▶ [EXERCISE]: Find and copy each line of the data that includes "panel".

▶ [DATA SHOWN]:
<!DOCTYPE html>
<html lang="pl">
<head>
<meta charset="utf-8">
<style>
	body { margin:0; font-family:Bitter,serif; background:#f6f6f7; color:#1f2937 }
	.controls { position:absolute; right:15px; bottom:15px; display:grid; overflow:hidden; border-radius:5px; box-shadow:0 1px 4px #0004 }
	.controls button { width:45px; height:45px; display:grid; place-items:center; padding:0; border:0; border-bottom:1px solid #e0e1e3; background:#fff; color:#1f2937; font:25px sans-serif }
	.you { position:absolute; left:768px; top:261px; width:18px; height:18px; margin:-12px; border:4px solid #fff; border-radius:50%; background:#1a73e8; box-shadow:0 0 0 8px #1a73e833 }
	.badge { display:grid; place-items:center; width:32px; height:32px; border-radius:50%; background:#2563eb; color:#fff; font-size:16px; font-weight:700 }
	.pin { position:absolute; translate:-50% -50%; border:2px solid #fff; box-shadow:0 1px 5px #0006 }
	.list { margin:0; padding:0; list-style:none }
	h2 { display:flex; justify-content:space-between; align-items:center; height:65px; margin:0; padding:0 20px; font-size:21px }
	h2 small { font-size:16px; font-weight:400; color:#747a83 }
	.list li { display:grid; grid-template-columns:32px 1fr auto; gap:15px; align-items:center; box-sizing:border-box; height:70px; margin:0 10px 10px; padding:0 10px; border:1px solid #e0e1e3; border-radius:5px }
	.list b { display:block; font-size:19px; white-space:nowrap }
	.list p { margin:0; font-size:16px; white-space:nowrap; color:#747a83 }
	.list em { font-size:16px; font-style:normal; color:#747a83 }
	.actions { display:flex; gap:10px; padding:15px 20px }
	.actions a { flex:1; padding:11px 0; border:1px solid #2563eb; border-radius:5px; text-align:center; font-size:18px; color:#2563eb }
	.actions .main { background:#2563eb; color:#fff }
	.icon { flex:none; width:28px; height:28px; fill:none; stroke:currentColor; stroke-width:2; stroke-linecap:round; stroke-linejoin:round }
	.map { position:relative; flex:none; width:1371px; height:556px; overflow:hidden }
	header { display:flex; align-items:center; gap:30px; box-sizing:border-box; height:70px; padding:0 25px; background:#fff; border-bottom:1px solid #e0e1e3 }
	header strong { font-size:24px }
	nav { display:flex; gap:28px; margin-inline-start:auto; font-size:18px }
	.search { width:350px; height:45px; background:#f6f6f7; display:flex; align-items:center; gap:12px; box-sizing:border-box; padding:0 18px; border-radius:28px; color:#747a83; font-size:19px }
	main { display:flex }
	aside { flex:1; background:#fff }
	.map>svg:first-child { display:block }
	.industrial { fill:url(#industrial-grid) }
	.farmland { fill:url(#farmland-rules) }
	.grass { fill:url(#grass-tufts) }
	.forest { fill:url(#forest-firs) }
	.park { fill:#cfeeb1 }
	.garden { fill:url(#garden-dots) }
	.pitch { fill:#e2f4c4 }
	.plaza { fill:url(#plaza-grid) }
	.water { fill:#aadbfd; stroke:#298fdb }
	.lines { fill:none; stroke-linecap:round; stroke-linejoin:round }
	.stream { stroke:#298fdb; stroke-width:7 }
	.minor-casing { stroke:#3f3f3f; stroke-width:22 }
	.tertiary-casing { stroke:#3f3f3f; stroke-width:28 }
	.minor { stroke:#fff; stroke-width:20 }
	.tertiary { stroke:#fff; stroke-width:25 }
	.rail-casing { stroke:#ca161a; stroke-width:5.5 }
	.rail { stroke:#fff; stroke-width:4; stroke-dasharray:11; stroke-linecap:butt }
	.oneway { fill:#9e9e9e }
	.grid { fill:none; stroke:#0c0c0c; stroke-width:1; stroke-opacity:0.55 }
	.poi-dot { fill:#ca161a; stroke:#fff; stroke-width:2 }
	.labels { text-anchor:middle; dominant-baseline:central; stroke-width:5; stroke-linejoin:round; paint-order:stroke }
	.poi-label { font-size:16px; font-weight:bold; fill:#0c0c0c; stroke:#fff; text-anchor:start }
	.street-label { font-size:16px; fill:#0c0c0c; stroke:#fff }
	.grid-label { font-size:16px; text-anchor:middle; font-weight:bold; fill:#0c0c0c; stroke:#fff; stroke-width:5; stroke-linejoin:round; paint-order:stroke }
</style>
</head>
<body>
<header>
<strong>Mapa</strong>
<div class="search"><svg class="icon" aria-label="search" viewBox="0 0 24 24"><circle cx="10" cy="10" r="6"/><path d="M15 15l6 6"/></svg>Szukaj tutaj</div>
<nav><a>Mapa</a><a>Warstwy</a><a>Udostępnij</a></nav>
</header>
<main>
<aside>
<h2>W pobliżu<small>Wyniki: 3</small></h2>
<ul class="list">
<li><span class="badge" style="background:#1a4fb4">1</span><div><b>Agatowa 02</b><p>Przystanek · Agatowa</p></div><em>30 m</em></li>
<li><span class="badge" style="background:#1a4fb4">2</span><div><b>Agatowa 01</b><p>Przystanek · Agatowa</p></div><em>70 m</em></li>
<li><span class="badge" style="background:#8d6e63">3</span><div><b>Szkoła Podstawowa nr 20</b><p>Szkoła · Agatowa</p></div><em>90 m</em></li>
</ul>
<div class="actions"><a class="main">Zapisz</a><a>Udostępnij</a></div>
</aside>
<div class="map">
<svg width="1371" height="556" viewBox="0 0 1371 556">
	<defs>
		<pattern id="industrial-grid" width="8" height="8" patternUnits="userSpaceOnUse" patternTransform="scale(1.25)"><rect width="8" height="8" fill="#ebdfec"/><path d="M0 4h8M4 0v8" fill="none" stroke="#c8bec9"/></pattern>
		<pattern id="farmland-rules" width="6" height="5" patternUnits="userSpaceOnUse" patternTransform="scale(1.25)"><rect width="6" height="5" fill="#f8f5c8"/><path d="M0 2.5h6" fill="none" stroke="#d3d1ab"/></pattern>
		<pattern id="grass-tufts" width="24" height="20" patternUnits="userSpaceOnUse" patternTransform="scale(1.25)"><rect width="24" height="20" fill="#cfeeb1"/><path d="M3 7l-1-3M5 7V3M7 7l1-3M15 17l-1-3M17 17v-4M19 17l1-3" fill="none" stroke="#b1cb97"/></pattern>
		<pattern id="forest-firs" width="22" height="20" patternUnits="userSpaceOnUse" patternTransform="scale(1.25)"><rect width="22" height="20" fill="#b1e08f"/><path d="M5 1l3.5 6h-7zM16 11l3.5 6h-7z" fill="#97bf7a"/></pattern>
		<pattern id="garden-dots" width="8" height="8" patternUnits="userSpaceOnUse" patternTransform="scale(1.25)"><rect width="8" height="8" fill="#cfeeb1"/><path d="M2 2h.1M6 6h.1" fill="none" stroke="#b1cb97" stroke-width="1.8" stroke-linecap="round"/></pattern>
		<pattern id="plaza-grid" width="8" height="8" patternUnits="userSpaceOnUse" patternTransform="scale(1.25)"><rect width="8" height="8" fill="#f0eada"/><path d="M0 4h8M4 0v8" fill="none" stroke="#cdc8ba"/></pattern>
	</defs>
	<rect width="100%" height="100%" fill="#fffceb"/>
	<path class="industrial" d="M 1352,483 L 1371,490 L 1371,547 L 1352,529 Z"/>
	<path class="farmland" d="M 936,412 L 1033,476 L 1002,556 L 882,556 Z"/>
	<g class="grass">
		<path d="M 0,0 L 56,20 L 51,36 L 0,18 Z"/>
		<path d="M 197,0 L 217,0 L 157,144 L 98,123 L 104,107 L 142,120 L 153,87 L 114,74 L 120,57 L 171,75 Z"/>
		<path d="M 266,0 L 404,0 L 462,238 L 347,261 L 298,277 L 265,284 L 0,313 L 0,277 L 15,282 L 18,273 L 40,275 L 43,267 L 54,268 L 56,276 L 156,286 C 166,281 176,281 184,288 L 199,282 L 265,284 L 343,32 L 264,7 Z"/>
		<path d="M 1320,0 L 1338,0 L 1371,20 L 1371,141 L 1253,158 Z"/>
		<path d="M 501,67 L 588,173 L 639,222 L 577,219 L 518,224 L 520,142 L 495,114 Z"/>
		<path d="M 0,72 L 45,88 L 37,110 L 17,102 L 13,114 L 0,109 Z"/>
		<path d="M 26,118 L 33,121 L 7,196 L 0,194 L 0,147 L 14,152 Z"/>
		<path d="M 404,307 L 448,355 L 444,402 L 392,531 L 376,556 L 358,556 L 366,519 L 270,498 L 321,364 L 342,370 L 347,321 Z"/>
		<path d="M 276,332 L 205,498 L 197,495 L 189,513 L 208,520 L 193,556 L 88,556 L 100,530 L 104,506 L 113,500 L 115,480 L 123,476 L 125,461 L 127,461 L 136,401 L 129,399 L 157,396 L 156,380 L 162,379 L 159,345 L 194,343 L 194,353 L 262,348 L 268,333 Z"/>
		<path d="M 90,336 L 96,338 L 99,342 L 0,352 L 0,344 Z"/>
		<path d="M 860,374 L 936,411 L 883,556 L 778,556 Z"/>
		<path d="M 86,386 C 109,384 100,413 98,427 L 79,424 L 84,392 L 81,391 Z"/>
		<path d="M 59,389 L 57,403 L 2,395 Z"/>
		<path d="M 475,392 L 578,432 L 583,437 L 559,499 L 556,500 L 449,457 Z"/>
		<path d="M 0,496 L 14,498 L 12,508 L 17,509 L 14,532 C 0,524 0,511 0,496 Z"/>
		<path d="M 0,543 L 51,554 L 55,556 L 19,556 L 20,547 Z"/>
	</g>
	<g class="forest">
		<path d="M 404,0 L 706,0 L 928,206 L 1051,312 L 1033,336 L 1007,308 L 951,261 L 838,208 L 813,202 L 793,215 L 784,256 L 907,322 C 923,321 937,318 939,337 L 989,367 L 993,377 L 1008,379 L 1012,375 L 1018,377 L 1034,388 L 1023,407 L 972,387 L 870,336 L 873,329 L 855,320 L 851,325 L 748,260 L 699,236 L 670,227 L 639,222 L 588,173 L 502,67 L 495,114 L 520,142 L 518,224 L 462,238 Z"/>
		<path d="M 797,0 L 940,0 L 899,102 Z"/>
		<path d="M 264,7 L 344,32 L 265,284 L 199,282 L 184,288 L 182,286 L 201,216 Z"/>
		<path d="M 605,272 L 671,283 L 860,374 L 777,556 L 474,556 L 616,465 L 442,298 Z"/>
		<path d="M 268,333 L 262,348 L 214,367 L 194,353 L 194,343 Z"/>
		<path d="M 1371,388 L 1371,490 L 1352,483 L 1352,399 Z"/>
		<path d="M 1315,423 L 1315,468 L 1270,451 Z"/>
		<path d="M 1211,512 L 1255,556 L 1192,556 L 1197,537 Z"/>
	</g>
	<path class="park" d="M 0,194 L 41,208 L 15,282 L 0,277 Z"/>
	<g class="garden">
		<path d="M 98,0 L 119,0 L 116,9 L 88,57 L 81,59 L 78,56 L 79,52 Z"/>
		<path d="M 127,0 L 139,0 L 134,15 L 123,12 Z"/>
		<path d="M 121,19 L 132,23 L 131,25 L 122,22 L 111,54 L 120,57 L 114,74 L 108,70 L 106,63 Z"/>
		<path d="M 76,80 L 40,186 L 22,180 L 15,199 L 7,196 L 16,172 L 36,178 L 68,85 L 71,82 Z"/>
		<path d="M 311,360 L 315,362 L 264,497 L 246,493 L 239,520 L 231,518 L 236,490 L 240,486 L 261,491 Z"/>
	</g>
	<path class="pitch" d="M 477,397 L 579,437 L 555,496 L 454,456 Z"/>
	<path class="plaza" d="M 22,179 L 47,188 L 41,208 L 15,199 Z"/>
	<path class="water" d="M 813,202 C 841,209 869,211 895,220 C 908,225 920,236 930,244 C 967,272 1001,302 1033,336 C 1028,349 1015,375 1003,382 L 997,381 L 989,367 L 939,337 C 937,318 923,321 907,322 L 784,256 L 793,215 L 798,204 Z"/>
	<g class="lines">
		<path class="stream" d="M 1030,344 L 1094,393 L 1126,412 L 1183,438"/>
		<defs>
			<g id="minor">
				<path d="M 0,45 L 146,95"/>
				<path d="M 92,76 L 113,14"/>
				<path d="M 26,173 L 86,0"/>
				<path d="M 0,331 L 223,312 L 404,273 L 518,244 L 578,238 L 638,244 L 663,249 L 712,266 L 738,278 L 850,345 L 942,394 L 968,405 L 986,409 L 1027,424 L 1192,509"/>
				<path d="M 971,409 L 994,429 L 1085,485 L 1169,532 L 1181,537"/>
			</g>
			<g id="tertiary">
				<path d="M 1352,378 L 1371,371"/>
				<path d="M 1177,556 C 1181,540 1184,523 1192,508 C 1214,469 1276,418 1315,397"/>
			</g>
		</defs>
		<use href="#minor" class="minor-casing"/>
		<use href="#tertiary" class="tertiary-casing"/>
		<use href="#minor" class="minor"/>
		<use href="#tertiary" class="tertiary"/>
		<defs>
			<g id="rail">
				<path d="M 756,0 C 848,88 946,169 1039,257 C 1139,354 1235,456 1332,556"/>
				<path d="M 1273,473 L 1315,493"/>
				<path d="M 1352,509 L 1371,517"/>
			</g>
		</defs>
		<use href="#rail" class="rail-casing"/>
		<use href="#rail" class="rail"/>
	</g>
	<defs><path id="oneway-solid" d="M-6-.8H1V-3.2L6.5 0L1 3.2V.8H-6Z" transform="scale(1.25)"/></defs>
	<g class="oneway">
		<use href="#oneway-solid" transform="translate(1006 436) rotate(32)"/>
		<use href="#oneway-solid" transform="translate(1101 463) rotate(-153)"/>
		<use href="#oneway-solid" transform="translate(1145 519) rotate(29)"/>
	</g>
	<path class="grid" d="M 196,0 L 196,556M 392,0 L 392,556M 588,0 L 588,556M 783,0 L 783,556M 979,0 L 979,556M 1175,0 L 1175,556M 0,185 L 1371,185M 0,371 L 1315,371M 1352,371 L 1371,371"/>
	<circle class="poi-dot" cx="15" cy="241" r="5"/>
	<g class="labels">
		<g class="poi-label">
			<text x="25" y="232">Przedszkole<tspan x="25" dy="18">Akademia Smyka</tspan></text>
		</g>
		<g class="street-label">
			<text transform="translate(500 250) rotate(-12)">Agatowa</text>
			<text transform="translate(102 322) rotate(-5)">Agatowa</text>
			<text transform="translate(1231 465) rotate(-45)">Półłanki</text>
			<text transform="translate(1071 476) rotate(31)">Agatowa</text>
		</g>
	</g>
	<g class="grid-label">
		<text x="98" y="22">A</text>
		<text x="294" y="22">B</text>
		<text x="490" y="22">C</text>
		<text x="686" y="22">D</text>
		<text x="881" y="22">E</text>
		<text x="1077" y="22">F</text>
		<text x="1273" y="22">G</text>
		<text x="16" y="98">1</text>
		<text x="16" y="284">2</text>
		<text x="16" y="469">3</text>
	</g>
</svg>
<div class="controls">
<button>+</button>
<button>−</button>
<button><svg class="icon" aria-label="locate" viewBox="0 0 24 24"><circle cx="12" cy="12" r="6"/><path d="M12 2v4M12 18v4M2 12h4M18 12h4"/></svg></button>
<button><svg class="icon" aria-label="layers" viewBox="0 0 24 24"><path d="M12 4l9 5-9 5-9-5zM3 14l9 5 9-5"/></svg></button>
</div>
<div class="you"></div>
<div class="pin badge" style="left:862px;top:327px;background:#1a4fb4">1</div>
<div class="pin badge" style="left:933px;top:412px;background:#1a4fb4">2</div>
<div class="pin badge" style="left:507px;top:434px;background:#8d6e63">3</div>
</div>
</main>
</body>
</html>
--
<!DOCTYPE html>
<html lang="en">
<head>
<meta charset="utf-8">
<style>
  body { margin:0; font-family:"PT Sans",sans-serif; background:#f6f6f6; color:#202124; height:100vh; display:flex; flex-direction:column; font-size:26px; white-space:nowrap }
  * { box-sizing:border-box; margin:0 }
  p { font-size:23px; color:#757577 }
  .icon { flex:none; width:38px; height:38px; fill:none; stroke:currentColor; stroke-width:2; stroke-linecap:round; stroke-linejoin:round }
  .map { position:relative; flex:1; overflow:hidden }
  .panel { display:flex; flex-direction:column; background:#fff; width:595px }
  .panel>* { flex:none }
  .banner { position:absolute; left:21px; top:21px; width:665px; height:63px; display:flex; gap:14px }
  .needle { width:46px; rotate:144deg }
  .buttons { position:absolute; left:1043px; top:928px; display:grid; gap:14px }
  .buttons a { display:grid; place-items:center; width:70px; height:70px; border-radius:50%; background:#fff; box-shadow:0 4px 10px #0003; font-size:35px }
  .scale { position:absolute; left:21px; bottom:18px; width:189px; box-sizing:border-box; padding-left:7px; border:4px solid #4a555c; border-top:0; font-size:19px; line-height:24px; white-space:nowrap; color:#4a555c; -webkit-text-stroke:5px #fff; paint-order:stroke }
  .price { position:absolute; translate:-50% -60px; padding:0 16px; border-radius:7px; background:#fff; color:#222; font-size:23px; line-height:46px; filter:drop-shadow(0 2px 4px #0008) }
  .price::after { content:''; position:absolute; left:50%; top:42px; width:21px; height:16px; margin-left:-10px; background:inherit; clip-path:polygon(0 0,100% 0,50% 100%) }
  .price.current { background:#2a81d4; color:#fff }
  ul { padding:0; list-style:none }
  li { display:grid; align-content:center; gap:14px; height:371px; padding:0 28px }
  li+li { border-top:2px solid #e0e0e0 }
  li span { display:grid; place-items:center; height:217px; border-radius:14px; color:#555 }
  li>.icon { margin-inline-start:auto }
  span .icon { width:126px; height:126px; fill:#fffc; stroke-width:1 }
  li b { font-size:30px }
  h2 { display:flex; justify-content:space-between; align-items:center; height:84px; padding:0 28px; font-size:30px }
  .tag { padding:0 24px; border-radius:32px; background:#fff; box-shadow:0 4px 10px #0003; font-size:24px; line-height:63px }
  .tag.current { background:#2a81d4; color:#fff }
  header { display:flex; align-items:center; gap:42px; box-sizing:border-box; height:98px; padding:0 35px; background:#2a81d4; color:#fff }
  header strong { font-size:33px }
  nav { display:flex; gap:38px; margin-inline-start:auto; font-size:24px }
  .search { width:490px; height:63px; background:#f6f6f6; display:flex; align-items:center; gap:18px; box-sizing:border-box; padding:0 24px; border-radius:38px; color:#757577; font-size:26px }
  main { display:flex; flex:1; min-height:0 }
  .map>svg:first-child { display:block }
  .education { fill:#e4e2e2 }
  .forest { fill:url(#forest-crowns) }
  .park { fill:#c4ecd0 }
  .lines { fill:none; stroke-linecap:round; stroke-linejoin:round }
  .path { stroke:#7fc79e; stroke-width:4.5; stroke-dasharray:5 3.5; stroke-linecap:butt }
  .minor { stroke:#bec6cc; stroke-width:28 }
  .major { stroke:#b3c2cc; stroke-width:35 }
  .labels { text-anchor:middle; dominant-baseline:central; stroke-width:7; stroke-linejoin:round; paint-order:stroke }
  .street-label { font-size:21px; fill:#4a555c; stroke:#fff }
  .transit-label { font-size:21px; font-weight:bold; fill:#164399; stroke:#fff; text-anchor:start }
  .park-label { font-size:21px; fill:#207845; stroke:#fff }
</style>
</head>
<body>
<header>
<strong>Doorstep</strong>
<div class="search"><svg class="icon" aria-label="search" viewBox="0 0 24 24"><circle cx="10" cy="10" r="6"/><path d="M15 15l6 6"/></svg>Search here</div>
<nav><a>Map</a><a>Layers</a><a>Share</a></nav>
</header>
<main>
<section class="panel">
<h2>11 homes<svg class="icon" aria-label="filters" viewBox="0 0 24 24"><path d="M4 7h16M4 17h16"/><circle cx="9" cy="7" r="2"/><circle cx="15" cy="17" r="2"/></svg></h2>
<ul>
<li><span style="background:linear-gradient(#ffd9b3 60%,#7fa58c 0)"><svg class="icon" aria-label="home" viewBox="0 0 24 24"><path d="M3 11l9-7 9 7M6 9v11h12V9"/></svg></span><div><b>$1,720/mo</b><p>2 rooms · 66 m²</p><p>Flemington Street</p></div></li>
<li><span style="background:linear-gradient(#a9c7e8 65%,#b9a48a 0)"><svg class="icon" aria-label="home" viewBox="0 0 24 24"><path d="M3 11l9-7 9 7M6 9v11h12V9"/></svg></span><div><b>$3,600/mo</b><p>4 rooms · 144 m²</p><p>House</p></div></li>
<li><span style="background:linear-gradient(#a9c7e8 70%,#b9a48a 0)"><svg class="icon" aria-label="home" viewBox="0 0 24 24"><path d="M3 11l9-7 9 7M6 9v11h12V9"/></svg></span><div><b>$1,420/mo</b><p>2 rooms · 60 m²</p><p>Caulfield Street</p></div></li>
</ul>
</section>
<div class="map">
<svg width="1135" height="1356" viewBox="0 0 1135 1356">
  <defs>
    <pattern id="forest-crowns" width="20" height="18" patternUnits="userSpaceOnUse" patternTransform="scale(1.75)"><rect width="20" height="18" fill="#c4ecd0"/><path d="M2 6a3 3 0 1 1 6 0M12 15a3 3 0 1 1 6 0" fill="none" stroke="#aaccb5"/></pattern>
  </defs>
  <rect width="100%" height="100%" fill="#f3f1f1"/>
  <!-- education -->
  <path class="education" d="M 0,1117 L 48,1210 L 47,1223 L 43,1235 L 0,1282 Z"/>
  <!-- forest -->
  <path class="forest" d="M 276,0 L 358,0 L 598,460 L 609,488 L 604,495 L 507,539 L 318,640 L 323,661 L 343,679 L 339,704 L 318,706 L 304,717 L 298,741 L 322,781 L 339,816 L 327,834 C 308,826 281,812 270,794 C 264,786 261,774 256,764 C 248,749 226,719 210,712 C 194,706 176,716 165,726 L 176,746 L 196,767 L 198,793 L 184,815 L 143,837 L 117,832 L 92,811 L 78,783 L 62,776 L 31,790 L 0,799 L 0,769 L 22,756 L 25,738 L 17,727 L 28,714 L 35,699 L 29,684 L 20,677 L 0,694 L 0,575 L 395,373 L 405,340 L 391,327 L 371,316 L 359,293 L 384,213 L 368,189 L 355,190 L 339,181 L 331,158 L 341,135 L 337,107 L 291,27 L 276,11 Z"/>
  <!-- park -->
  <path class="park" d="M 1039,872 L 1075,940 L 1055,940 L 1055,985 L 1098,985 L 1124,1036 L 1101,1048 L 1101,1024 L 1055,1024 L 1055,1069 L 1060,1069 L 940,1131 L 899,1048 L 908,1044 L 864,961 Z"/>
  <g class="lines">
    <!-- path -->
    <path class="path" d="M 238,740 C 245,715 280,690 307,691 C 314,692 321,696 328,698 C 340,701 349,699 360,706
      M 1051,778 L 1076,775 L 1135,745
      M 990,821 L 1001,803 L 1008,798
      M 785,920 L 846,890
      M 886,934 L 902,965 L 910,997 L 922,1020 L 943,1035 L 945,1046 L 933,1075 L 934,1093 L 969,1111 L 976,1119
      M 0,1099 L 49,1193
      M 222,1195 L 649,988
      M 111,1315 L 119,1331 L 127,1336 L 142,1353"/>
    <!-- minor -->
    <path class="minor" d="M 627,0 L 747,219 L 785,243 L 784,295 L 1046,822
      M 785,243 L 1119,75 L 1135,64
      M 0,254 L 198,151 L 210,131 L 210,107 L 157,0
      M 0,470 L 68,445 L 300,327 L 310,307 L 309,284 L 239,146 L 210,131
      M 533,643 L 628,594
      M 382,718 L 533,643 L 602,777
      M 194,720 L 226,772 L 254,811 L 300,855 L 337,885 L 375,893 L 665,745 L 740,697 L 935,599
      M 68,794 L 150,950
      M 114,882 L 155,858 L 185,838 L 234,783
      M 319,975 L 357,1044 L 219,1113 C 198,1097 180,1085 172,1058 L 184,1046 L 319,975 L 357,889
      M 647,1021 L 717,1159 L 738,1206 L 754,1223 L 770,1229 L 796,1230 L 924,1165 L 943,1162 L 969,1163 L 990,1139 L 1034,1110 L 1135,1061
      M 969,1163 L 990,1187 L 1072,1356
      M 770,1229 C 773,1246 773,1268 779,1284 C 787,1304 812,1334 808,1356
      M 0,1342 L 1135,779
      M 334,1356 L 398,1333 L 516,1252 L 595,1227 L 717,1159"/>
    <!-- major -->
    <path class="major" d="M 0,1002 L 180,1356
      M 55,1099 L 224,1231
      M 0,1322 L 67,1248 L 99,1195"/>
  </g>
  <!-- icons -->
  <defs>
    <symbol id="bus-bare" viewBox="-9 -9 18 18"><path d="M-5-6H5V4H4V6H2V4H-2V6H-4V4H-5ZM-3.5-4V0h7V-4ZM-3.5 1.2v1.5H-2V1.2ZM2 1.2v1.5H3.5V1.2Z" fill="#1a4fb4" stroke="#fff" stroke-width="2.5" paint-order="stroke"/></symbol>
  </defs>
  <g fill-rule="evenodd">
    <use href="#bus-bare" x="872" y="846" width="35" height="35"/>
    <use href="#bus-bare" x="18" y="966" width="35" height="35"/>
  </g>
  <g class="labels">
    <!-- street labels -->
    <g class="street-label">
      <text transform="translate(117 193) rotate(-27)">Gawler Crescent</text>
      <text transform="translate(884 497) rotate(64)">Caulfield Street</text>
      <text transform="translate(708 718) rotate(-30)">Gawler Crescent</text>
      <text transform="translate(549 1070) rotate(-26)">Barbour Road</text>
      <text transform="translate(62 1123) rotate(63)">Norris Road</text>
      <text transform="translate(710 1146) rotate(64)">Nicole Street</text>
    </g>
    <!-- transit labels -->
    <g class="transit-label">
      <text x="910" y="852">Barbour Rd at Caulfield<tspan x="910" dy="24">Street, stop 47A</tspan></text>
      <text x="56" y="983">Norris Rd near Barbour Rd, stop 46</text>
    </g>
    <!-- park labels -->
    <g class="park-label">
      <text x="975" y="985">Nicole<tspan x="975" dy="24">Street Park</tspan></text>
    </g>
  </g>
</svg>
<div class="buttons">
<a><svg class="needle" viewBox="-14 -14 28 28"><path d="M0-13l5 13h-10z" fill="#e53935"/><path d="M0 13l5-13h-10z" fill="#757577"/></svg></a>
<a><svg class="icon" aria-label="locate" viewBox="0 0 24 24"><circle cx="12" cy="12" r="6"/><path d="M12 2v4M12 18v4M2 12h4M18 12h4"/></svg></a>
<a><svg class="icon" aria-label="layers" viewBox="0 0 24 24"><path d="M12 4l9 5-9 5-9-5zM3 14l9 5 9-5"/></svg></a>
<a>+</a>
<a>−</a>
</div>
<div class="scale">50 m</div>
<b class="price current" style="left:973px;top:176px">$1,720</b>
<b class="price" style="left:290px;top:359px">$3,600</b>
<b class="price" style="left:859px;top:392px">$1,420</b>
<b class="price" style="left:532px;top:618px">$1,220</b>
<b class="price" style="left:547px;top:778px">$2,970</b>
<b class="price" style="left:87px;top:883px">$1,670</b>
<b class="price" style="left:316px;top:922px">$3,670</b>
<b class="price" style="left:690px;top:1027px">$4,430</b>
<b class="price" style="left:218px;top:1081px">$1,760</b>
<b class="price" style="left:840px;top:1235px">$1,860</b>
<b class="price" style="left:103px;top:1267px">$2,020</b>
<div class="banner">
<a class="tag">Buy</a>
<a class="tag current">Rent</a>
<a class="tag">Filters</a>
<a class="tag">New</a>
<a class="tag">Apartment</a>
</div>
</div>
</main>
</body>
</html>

▶ [ANSWER FOR THE TASK]:
  .panel { display:flex; flex-direction:column; background:#fff; width:595px }
  .panel>* { flex:none }
<section class="panel">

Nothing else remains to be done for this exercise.